## Task item
Whenever a line below holds the word "overflow", count it; then give the total and nothing else.

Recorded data

○ ○ ○ ○ ○

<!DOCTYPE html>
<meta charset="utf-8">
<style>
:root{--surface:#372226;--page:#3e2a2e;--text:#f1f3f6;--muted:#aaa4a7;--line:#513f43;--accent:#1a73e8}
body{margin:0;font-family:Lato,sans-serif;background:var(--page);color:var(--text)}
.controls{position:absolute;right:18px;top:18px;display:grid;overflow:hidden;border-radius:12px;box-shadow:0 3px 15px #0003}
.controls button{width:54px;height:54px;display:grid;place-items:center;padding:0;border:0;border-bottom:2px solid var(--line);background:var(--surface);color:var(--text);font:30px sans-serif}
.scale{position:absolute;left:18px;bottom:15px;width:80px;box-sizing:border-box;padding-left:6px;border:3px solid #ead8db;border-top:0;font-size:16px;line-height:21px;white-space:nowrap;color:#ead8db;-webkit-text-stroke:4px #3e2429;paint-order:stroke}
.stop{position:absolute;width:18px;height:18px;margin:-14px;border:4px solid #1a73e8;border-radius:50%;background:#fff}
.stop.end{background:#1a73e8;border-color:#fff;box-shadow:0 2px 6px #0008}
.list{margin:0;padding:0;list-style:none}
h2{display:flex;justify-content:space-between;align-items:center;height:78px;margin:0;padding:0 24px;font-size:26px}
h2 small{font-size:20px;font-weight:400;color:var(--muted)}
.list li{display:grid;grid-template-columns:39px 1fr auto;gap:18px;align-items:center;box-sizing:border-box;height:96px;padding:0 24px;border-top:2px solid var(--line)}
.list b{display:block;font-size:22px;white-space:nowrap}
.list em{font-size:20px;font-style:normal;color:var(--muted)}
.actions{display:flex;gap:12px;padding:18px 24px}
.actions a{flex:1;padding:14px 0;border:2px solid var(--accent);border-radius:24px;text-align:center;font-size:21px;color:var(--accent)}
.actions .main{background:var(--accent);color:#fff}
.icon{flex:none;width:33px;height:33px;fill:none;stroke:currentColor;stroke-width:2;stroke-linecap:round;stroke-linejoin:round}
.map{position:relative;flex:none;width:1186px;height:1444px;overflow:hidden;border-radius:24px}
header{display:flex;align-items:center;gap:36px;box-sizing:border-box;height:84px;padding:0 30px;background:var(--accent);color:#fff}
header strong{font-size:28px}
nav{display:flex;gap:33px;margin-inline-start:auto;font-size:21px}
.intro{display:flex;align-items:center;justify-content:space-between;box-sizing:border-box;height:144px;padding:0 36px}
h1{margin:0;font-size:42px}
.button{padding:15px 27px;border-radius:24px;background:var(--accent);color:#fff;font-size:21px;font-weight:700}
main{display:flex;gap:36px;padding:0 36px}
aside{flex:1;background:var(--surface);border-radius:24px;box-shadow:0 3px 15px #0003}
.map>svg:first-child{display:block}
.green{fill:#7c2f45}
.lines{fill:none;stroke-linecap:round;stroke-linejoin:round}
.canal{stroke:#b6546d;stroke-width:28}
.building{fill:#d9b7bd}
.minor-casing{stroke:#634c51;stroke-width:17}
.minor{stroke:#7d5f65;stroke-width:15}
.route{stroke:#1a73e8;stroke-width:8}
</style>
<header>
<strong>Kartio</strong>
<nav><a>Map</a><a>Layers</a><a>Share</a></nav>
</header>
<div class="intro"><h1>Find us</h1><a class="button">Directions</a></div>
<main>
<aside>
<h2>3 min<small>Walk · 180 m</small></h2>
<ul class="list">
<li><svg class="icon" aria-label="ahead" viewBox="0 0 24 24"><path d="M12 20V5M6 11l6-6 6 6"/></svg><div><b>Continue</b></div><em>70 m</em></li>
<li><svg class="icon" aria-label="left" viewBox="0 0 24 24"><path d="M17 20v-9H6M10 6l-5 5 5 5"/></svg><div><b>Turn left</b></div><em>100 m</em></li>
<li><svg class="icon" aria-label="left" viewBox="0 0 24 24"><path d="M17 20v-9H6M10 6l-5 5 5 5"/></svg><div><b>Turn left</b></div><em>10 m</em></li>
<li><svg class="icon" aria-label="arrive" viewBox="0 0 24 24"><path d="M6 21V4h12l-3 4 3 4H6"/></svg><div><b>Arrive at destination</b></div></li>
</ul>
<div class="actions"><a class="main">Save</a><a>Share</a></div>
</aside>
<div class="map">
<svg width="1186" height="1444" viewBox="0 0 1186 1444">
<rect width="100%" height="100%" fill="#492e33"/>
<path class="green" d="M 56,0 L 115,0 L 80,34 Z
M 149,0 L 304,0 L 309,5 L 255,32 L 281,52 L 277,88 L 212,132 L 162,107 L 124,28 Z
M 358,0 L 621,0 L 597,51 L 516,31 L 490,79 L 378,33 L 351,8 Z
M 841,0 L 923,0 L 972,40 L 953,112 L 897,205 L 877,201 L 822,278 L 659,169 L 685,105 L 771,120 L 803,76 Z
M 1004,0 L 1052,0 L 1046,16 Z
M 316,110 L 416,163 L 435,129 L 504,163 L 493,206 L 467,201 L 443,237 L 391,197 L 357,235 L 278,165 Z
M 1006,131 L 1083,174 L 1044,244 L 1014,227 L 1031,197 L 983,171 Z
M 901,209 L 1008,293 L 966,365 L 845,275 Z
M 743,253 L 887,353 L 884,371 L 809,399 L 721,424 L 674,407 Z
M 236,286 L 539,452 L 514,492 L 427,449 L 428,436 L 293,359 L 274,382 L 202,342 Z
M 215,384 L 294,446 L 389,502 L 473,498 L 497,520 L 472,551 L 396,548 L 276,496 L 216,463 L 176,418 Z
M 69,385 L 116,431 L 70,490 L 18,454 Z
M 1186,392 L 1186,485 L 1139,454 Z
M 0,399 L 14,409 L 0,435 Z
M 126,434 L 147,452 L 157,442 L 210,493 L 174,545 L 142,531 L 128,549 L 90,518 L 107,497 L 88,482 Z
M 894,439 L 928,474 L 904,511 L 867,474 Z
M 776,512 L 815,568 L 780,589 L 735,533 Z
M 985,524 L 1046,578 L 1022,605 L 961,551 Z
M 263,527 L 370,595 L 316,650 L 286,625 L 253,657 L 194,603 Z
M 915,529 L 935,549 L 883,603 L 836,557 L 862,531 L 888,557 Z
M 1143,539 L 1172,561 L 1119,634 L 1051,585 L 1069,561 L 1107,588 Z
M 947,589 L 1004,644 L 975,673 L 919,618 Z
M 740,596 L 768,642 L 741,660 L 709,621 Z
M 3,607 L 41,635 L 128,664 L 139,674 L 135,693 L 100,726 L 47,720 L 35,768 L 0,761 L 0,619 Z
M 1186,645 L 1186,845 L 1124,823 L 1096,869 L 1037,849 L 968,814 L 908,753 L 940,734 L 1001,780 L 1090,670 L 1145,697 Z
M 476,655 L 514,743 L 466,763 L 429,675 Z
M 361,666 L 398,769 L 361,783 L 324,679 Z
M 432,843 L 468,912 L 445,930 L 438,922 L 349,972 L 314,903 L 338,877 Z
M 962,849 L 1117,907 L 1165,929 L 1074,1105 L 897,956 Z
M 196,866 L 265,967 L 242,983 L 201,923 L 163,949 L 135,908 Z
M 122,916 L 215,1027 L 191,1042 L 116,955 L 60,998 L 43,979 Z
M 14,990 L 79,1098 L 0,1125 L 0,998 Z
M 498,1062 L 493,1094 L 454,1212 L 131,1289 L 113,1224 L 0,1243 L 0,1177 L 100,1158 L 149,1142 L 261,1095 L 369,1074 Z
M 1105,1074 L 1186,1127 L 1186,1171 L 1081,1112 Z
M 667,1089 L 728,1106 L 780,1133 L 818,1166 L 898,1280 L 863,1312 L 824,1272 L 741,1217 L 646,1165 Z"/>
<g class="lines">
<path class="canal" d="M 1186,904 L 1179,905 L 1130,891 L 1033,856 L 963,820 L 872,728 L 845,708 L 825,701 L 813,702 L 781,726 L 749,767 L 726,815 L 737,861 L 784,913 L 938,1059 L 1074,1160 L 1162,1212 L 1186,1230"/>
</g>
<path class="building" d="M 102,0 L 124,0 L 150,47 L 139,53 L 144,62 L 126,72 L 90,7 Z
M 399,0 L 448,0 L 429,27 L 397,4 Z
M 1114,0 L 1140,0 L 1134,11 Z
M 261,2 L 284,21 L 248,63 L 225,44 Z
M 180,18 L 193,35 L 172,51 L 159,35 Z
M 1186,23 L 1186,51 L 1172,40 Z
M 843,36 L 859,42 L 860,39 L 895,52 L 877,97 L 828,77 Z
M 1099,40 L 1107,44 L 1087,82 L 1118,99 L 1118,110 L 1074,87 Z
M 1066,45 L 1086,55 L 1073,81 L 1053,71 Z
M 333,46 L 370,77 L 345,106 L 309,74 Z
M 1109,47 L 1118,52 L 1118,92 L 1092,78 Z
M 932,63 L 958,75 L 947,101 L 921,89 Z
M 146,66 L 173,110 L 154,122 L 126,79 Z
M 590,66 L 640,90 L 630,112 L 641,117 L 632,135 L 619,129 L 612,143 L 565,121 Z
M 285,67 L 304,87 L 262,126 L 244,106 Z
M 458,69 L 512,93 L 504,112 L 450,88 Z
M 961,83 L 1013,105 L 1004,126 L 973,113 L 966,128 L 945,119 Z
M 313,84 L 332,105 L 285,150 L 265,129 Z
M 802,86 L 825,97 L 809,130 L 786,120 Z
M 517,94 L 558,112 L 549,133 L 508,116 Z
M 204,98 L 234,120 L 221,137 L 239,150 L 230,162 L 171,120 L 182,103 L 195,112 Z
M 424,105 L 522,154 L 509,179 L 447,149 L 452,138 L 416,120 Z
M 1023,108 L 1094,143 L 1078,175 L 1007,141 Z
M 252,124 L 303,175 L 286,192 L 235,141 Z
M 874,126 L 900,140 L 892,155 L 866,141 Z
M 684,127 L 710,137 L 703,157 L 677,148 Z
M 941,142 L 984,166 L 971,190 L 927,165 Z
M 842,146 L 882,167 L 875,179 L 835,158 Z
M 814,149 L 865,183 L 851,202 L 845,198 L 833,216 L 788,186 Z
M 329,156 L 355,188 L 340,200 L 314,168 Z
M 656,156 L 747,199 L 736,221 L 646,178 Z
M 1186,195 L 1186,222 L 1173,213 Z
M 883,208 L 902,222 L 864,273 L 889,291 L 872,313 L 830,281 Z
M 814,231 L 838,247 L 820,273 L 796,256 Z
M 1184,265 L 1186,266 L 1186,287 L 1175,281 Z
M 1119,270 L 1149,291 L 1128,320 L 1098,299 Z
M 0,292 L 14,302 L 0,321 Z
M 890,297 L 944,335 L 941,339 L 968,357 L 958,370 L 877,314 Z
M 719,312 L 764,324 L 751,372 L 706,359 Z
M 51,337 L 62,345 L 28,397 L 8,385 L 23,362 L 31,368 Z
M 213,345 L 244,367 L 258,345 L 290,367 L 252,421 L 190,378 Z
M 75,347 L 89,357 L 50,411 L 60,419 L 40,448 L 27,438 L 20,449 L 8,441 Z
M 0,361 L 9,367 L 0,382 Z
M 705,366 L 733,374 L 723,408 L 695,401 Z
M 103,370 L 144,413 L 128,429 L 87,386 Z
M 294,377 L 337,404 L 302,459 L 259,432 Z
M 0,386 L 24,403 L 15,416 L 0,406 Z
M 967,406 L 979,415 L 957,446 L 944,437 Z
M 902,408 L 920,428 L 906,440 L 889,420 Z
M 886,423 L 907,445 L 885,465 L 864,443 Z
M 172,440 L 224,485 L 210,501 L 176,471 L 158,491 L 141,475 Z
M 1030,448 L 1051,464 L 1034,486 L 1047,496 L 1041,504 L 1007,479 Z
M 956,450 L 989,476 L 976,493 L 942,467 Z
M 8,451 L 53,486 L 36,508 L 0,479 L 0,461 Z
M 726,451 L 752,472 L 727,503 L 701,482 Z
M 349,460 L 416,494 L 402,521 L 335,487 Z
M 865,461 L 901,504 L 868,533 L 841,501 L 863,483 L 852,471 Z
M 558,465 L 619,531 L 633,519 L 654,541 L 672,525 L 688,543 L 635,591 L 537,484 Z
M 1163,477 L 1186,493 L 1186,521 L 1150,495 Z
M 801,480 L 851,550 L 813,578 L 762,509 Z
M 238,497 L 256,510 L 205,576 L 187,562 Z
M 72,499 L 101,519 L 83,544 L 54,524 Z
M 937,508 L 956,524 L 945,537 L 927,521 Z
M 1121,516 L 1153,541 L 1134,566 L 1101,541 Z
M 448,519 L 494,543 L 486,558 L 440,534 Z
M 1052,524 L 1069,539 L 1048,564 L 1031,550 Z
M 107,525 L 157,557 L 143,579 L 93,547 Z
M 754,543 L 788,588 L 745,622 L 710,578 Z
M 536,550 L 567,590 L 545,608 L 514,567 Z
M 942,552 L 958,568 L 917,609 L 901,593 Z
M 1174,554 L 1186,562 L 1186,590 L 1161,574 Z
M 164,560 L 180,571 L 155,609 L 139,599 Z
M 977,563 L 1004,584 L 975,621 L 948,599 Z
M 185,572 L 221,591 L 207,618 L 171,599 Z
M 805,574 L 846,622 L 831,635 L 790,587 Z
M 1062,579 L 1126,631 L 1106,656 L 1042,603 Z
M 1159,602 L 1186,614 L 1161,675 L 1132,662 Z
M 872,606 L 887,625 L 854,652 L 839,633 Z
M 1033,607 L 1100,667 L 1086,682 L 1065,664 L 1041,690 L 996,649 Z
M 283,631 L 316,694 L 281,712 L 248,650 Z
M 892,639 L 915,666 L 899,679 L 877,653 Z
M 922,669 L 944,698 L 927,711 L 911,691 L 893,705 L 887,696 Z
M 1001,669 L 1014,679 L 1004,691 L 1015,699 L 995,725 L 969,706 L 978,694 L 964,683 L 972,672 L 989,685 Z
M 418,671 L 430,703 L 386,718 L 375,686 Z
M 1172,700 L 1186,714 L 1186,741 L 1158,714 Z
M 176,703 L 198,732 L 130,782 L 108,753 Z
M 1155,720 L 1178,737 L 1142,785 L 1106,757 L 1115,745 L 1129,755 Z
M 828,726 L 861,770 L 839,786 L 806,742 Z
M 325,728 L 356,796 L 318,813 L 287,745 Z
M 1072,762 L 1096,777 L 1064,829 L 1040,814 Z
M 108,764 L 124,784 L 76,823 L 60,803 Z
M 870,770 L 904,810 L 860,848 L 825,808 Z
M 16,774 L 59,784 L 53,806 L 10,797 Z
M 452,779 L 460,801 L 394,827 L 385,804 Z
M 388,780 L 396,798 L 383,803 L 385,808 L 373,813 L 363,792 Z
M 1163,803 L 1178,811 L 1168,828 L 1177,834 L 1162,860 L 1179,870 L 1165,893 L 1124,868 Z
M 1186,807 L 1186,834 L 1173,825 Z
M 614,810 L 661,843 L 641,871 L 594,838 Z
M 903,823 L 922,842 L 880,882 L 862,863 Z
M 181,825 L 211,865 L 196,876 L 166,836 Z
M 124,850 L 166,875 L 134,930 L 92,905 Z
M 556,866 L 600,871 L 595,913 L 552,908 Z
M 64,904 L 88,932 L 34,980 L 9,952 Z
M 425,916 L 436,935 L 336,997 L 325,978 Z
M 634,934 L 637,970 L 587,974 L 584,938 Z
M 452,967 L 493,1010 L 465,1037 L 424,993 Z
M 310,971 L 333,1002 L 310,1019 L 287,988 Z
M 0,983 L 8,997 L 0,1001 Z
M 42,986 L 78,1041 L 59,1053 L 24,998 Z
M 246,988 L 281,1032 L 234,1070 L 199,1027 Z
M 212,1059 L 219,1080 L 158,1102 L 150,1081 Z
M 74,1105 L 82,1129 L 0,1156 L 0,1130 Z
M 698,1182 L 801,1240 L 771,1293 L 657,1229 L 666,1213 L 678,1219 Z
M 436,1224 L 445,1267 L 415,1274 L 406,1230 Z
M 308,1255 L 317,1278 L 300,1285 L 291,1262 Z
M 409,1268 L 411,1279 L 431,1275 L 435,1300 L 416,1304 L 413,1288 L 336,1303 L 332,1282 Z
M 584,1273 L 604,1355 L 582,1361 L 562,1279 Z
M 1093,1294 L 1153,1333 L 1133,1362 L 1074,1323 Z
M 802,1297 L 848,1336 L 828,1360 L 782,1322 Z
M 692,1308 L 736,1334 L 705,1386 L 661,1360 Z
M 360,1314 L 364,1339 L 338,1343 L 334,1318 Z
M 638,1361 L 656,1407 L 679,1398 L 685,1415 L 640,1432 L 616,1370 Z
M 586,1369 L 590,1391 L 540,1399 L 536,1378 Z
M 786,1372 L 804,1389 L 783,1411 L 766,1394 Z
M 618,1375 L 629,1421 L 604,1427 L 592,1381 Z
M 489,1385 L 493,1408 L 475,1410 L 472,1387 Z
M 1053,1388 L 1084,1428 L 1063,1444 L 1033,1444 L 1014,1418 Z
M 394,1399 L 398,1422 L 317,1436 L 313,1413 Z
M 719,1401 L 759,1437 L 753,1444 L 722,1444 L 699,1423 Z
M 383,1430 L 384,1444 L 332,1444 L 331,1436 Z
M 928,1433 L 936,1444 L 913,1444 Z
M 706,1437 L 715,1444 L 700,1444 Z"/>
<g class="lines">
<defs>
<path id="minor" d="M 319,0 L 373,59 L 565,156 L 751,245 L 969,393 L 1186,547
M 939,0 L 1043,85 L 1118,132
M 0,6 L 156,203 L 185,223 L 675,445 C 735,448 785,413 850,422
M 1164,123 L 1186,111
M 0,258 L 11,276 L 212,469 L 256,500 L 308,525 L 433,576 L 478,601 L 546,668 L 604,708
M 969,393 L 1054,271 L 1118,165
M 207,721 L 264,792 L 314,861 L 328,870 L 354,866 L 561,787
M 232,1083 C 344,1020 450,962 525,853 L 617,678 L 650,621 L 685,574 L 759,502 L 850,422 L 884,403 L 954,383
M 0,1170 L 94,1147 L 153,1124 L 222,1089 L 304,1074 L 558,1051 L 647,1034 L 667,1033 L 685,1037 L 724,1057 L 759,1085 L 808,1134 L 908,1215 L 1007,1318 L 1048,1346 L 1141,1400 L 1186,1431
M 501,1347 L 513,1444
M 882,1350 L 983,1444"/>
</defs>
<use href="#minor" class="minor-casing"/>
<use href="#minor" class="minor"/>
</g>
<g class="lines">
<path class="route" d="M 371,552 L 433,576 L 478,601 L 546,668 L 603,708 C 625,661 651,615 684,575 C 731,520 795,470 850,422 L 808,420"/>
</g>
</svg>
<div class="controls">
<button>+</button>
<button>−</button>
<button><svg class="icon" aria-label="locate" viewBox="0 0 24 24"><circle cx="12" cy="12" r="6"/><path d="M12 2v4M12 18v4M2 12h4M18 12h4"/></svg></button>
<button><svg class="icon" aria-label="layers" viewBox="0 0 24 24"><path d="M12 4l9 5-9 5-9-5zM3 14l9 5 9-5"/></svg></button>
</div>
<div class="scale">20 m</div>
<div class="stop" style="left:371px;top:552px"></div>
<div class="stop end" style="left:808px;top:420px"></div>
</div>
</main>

○ ○ ○ ○ ○

## Answer area
2